Senin, 30 Desember 2013

End of Story : A Preview of Tomorrow

Sejujurnya, tak pernah aku membayangkan akan menjadi apa aku di masa depan. Cita-citaku, jika ada yang bertanya, pasti aku menjawab dengan jawaban yang sama. Aku ingin menjadi penulis. Penulis apa? Aku tak tahu. Aku belum sempat memikirkan sampai sejauh itu. Yang jelas, karena aku suka menulis, aku ingin jadi penulis. Aku ingin menuliskan kisahku, kisahmu, kisahnya, kisah kita. Aku ingin mengikat kata dalam bingkai kalimat, menjadikannya suatu elegi bermakna, tentang kita.

Tahun mendatang adalah tahun keduaku menjadi mahasiswa, tahun yang aku perkirakan akan menjadi semakin gila dan liar. Tugas akan mencekik leherku, mata dosen mengawasi, deadline menghantui. Itu semua hampir pasti akan terjadi. Akan ada yang datang, akan ada yang hilang. Itu pun, hampir pasti terjadi. Mereka datang dan pergi sesuka hati, tanpa permisi.
'Aku ingin sesuatu yang baru' menjadi kalimat andalanku, karena hanya itu yang aku inginkan. Aku ingin sesuatu yang lebih baik, berharap itu akan mengubah jalan pikiranku, atau takdirku jika memang mampu.
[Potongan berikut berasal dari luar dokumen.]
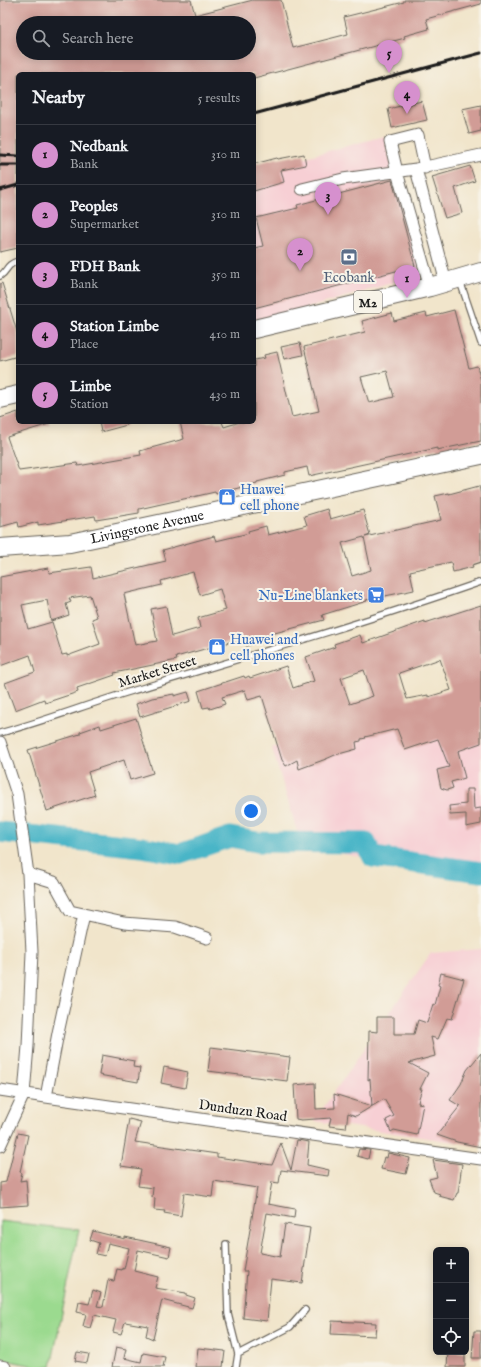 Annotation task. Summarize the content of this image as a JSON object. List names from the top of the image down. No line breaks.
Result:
{"streets":{"highway":["M2","Livingstone Avenue"],"street":["Dunduzu Road"],"lane":["Market Street"]},"places":{"bank":["Ecobank"],"shop":["Huawei cell phone","Huawei and cell phones"],"supermarket":["Nu-Line blankets"]},"page":{"search":"Search here","pins":["5","4","3","2","1"],"heading":["Nearby","5 results"],"list":[{"mark":"1","name":"Nedbank","note":"Bank","value":"310 m"},{"mark":"2","name":"Peoples","note":"Supermarket","value":"310 m"},{"mark":"3","name":"FDH Bank","note":"Bank","value":"350 m"},{"mark":"4","name":"Station Limbe","note":"Place","value":"410 m"},{"mark":"5","name":"Limbe","note":"Station","value":"430 m"}],"map_buttons":["+","−"]}}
Aku lelah dengan semua harapan-harapan di tahun mendatang, menurutku, satu harapan yang mencakup semuanya itu sudah cukup. Kita tak bisa meminta lebih dari apa yang sudah digariskan, bukan?
Aku ingin menjadi lebih baik. Itu saja sudah cukup memberikan aku sedikit rasa keberanian untuk menghadapi tahun-tahun ke depan, untuk menghadapi matahari-matahari lain, atau merenungi kisah-kisah pilu yang kelak akan terjadi di masa depan. Tuhan, selamatkan aku untuk setahun ke depan.
Keyakinanku akan tekad mungkin tak cukup jika melihat kenyataan yang terjadi. Ya, dunia nyata tak menerima opini. Dunia akan membantai kita dengan kenyataannya. Dunia tak menerima argumenmu tentangnya, atau pendapat para ahli. Dunia nyata memiliki filosofi sendiri, Kenyataanlah yang akan menikam, sebuah pisau kecil untuk manusia yang kecil di alam yang besar ini.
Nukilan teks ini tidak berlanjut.